Task to complete>
Scan the lines below and report each one containing "controls" by copying it.

Exercise materials>

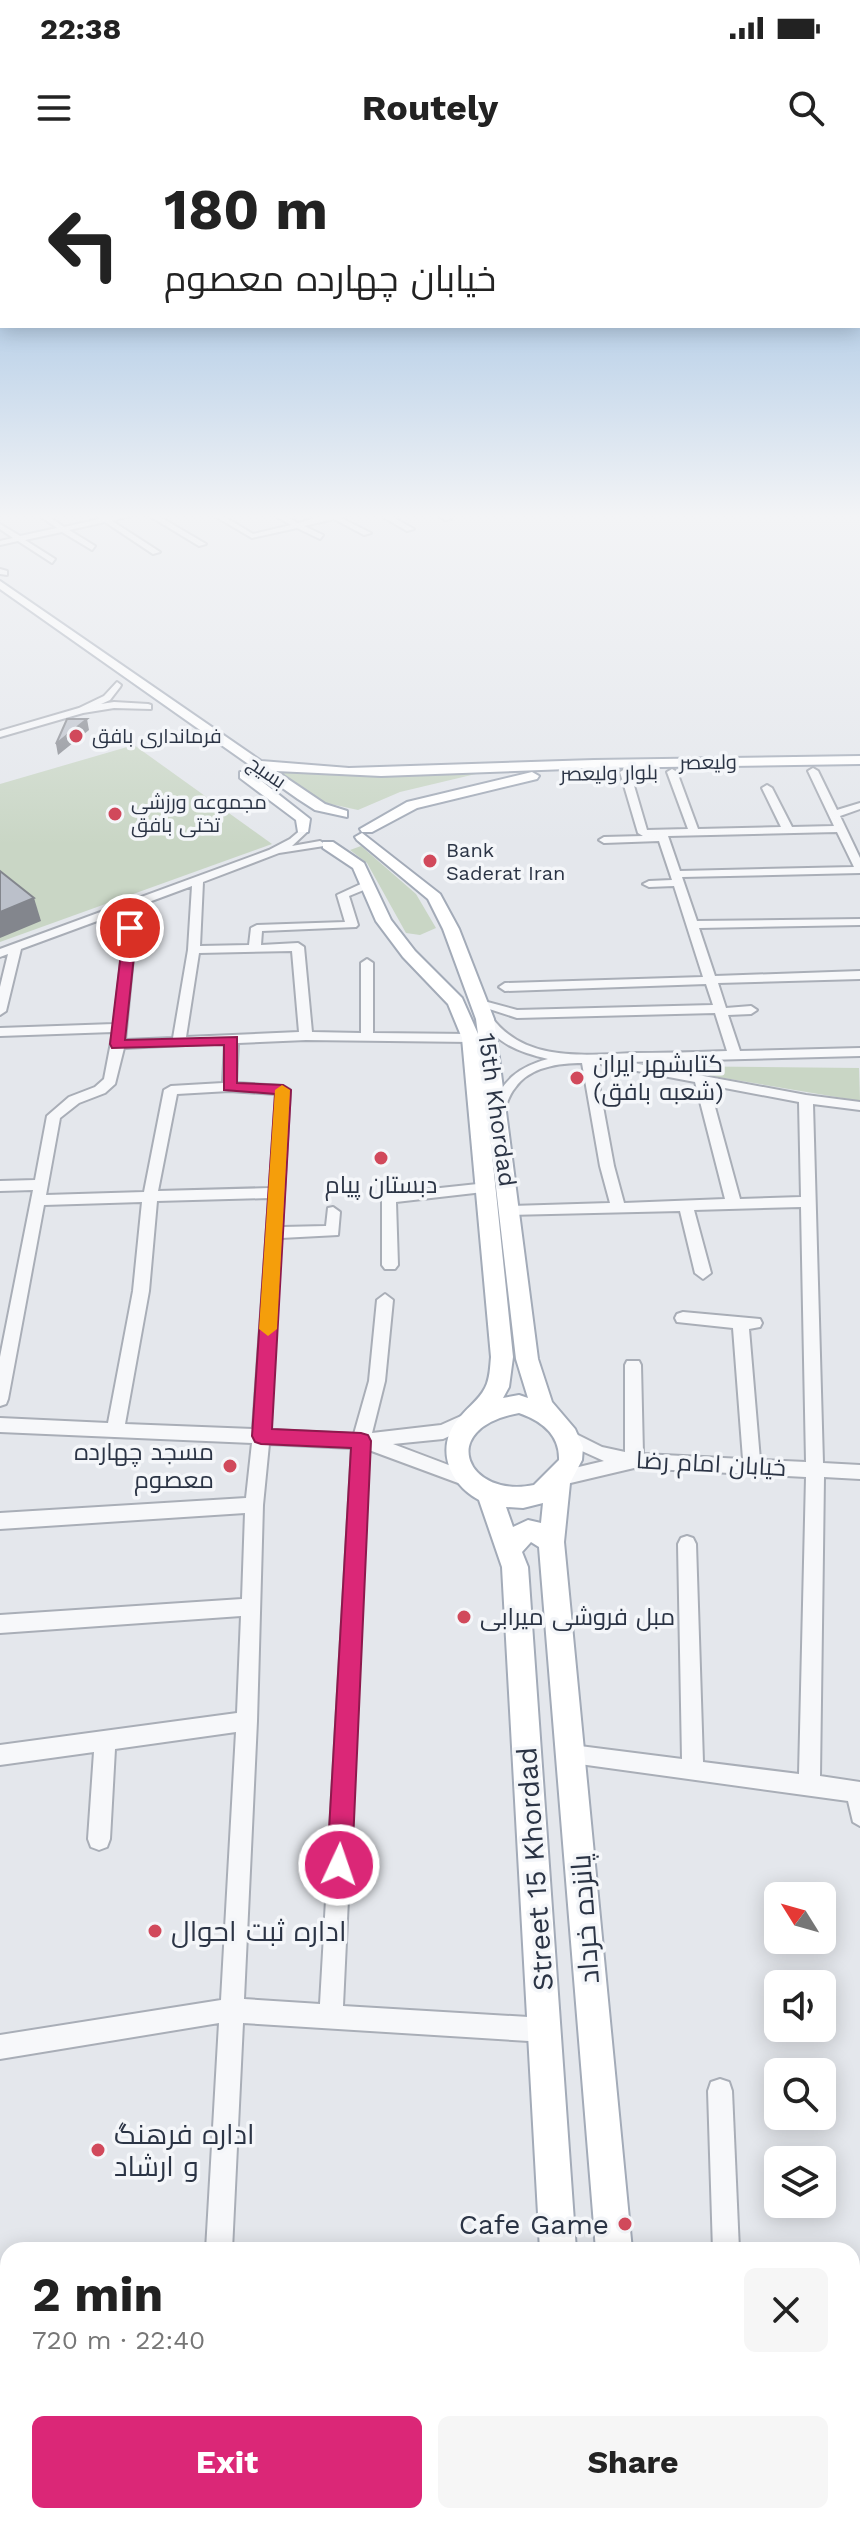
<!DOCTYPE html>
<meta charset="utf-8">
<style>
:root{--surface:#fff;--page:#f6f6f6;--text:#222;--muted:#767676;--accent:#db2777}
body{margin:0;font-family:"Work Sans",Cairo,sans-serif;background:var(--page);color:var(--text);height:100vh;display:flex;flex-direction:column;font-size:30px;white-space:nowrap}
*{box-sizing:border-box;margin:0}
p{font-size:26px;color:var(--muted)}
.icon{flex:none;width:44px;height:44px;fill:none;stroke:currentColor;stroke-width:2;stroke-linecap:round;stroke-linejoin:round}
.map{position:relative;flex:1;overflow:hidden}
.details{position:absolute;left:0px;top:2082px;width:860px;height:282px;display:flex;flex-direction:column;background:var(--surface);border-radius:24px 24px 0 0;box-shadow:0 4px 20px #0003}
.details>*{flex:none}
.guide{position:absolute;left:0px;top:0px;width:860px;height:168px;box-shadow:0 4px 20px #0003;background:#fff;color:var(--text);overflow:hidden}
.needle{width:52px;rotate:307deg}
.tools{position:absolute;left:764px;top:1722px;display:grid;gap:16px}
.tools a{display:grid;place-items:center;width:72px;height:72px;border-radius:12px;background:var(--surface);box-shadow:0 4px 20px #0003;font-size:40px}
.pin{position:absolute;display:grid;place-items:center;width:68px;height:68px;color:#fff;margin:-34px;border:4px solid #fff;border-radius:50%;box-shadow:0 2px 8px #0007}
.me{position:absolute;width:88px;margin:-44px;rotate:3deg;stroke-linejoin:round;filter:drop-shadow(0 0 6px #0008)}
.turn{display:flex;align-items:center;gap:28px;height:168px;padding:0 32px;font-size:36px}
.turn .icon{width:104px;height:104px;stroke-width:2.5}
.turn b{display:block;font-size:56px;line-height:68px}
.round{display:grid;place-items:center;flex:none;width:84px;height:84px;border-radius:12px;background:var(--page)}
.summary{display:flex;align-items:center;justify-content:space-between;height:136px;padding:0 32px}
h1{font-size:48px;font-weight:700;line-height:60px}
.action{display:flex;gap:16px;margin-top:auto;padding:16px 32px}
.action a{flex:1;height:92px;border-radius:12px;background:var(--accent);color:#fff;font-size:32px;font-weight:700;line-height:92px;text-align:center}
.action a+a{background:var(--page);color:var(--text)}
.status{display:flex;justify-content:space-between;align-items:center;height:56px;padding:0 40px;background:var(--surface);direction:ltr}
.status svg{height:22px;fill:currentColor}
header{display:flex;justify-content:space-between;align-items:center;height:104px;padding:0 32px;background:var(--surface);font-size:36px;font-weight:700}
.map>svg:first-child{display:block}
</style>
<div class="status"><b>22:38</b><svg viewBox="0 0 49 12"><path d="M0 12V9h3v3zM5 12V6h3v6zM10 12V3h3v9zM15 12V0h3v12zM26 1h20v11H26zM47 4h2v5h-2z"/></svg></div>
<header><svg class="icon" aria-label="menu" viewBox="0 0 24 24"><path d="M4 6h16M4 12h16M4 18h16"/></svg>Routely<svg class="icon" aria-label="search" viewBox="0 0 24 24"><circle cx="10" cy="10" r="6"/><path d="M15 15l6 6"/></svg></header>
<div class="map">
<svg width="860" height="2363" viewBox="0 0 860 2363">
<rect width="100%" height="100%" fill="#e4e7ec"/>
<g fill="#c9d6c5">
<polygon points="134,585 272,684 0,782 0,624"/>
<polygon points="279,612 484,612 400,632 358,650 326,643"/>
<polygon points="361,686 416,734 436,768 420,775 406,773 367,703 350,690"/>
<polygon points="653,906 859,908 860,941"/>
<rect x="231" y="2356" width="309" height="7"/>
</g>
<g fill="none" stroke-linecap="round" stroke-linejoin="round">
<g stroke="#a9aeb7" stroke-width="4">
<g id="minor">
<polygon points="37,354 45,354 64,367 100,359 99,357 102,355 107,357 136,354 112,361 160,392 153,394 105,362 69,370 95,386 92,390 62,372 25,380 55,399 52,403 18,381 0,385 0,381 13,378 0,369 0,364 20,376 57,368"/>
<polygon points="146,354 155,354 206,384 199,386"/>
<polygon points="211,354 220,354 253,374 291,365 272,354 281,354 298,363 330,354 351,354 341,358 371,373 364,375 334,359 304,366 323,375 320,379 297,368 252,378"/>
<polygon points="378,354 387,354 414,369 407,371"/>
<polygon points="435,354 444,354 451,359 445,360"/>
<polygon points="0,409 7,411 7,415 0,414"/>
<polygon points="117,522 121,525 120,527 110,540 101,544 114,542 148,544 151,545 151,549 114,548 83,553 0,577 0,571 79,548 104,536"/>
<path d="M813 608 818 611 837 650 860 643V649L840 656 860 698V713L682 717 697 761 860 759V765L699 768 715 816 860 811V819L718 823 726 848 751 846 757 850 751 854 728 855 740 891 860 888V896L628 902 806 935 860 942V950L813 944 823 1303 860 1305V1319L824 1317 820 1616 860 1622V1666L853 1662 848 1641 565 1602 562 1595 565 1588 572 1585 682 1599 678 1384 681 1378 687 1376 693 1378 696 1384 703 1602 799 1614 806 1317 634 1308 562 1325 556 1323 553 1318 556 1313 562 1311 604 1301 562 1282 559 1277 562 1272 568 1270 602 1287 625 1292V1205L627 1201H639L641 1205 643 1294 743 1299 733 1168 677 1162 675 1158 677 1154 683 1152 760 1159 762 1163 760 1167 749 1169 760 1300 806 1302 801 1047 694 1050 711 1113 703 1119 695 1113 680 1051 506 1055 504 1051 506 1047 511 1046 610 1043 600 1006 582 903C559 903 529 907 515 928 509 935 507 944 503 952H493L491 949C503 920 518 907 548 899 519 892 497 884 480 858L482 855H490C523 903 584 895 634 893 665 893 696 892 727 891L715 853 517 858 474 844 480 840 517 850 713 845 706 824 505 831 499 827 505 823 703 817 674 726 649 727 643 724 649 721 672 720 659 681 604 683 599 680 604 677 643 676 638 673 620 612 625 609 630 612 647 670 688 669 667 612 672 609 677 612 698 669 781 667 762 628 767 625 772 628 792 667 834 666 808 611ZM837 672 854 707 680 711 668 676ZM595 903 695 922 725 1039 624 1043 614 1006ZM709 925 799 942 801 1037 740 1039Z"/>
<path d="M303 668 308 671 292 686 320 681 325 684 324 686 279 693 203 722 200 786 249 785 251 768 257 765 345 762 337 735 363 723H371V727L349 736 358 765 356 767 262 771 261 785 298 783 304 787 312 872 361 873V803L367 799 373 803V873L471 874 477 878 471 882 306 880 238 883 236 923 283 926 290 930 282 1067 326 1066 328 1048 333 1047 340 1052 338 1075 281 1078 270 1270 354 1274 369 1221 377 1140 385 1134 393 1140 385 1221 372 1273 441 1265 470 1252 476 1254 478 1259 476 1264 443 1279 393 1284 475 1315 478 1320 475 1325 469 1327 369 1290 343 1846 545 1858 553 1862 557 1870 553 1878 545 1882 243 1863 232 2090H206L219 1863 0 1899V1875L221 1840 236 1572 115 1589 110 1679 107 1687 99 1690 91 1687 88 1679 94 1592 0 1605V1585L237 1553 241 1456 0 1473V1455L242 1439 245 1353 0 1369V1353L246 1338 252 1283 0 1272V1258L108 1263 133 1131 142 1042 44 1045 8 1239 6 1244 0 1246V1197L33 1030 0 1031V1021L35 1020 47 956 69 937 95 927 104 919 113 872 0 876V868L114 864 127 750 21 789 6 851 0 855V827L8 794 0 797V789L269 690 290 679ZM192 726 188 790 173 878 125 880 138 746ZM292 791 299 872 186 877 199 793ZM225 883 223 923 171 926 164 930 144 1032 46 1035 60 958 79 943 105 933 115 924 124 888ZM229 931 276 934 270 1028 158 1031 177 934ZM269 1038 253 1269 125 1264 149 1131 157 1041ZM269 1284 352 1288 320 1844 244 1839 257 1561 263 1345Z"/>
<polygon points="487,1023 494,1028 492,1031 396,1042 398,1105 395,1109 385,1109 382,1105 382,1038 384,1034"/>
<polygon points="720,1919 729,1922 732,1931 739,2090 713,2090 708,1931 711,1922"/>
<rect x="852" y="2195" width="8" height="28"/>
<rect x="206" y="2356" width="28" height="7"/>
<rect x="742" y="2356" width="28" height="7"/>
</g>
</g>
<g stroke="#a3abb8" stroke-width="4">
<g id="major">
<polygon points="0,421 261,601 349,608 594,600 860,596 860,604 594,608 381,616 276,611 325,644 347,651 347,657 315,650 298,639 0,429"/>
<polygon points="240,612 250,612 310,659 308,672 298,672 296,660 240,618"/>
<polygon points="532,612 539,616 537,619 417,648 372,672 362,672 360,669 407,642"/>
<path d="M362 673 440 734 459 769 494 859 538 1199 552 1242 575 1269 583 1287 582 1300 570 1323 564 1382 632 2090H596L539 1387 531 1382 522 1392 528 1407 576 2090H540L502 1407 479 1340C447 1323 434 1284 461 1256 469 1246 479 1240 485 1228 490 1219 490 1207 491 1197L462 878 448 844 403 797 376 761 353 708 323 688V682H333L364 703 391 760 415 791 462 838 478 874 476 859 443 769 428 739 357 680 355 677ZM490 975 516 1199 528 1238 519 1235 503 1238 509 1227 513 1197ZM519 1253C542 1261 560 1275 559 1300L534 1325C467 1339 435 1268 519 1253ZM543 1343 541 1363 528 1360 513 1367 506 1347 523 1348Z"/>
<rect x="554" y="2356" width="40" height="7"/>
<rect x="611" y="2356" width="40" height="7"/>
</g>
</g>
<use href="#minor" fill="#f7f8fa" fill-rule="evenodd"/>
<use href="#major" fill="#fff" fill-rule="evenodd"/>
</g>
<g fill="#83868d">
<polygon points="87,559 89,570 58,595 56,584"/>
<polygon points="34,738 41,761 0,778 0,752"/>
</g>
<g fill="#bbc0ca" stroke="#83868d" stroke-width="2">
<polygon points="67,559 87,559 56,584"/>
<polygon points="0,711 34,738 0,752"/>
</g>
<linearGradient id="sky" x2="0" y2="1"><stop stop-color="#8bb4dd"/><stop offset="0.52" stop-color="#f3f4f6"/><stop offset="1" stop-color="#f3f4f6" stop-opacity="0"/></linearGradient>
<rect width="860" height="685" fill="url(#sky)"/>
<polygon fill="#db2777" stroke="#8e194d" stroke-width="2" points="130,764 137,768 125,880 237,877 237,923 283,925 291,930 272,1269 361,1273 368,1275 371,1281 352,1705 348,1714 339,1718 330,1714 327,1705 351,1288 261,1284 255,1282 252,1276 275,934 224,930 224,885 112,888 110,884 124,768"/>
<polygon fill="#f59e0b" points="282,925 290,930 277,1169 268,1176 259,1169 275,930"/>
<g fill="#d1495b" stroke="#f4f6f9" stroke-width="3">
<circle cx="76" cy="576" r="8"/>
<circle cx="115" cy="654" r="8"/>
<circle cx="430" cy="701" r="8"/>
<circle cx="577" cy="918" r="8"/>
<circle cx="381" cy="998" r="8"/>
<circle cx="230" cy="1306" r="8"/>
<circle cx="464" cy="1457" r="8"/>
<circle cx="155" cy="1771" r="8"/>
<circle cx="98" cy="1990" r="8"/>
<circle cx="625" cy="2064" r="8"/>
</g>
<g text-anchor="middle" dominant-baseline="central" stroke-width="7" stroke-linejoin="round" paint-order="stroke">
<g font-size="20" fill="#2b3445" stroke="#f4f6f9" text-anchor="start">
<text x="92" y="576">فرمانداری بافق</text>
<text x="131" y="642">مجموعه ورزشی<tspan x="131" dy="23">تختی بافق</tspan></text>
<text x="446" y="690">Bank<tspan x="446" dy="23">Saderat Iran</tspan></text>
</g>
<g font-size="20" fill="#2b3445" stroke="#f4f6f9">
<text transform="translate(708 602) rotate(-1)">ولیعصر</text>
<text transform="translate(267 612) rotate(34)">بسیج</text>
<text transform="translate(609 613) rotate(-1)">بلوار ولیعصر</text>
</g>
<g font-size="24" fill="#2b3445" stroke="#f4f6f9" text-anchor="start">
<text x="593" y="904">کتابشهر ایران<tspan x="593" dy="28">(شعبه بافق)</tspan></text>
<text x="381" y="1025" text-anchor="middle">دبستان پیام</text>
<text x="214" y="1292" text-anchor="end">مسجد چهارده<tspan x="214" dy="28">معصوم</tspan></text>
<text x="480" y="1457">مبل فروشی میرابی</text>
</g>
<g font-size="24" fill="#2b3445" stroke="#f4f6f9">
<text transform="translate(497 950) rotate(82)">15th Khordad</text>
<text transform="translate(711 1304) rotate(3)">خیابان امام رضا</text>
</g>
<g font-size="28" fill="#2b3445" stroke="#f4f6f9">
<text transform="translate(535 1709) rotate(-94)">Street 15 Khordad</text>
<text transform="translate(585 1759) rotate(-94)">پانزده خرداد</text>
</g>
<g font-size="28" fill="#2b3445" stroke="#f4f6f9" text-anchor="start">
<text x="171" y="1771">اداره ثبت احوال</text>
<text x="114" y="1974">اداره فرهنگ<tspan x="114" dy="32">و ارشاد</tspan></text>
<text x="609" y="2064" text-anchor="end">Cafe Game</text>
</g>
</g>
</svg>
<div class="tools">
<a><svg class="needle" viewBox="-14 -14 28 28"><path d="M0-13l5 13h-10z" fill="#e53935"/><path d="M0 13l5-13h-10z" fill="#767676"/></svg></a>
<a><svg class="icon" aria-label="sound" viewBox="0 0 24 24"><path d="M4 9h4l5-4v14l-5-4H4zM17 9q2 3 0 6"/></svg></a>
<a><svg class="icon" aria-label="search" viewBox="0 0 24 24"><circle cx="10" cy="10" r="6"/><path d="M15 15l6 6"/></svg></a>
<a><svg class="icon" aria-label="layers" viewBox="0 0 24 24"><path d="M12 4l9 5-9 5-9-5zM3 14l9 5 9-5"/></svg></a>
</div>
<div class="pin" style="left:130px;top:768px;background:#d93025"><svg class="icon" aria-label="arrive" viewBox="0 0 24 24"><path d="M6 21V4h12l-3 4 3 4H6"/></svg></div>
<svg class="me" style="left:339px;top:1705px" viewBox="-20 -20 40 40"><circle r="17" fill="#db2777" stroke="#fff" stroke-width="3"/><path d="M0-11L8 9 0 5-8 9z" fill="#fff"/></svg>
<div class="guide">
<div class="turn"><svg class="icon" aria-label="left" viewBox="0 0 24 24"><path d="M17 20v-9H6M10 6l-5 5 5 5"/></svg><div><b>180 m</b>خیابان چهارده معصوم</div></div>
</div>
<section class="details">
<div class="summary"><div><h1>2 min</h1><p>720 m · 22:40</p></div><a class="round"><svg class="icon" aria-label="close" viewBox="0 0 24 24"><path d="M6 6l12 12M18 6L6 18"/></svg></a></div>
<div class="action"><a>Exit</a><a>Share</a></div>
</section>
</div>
==
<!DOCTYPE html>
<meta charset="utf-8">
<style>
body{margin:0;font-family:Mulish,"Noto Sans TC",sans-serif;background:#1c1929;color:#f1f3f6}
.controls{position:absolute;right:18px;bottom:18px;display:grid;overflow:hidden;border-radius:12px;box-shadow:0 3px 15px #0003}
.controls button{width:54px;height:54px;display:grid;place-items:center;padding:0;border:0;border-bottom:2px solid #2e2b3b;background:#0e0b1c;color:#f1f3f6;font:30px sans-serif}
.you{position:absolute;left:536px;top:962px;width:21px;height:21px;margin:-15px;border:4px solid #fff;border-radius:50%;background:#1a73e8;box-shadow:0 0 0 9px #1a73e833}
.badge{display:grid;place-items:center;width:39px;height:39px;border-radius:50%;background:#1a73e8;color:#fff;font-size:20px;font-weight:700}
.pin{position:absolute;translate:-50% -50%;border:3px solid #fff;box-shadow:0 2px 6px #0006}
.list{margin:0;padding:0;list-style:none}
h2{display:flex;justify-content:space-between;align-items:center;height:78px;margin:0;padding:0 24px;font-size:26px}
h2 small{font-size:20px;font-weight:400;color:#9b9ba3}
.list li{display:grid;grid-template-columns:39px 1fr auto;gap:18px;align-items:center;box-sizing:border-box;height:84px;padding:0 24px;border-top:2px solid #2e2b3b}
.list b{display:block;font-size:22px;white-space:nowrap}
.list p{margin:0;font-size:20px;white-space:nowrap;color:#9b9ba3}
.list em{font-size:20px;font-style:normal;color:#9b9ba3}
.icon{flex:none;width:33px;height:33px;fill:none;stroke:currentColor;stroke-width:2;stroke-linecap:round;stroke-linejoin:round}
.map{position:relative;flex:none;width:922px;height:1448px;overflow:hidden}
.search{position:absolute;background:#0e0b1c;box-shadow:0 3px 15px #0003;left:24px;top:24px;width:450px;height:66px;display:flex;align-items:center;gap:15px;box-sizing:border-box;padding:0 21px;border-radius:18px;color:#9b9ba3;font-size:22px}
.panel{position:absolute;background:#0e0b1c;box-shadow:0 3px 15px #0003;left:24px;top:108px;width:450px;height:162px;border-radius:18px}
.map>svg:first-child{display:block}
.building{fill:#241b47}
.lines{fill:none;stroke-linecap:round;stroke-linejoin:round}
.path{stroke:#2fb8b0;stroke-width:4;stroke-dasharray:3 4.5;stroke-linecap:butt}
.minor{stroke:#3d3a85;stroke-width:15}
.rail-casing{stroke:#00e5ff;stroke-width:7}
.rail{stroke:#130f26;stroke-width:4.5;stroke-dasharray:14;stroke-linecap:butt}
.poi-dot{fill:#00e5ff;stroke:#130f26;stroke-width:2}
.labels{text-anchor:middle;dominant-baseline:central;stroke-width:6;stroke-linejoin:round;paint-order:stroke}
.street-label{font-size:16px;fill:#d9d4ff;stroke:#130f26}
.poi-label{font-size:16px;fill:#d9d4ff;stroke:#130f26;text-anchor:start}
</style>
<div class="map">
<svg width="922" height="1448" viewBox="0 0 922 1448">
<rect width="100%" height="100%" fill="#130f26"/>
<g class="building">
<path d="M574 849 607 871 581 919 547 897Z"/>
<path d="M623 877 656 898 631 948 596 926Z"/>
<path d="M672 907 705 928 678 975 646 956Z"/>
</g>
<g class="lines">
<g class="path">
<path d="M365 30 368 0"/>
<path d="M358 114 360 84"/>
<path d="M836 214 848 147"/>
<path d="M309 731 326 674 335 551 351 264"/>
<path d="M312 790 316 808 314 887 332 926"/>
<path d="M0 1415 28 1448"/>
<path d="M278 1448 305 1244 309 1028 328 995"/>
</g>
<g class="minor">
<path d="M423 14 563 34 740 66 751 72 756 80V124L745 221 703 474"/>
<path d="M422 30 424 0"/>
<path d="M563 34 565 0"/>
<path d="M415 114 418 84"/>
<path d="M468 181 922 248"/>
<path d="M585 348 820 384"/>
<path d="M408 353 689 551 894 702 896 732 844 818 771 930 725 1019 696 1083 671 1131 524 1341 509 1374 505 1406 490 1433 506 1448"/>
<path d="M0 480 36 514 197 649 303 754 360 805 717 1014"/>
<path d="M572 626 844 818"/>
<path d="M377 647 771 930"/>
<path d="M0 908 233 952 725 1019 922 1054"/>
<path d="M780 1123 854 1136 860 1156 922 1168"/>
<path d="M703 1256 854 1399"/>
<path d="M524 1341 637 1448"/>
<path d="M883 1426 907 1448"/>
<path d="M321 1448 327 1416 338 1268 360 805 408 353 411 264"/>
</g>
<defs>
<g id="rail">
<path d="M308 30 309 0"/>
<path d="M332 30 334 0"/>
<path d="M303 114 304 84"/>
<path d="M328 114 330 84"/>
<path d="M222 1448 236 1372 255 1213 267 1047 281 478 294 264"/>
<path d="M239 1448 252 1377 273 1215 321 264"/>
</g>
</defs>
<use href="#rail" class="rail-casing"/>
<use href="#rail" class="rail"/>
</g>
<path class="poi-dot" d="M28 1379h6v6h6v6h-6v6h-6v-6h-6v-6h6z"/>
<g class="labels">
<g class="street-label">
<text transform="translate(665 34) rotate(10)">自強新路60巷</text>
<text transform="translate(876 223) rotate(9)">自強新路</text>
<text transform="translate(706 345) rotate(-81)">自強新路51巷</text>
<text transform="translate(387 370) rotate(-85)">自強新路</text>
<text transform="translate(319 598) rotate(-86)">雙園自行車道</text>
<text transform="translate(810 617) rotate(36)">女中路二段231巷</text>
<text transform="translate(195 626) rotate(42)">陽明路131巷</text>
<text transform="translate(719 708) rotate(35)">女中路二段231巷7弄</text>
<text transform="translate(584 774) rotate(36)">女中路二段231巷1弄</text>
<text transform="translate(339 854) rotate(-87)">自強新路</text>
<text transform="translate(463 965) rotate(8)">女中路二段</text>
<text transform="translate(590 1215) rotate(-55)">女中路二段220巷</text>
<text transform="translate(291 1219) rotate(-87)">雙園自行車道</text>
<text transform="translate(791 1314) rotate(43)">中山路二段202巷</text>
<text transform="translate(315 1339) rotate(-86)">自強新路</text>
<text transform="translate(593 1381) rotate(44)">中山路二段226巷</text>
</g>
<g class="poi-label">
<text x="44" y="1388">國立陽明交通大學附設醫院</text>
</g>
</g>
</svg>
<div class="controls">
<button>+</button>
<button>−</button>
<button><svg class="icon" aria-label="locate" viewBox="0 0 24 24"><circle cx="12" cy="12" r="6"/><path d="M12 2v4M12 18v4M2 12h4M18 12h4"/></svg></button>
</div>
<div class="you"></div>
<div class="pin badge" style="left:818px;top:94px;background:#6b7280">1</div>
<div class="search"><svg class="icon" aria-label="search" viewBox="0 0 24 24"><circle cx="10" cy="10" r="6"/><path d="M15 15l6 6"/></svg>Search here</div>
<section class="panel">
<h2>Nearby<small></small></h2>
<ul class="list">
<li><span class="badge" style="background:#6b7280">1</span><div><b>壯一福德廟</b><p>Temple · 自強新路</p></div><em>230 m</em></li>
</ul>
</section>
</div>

Answer below>
.controls{position:absolute;right:18px;bottom:18px;display:grid;overflow:hidden;border-radius:12px;box-shadow:0 3px 15px #0003}
.controls button{width:54px;height:54px;display:grid;place-items:center;padding:0;border:0;border-bottom:2px solid #2e2b3b;background:#0e0b1c;color:#f1f3f6;font:30px sans-serif}
<div class="controls">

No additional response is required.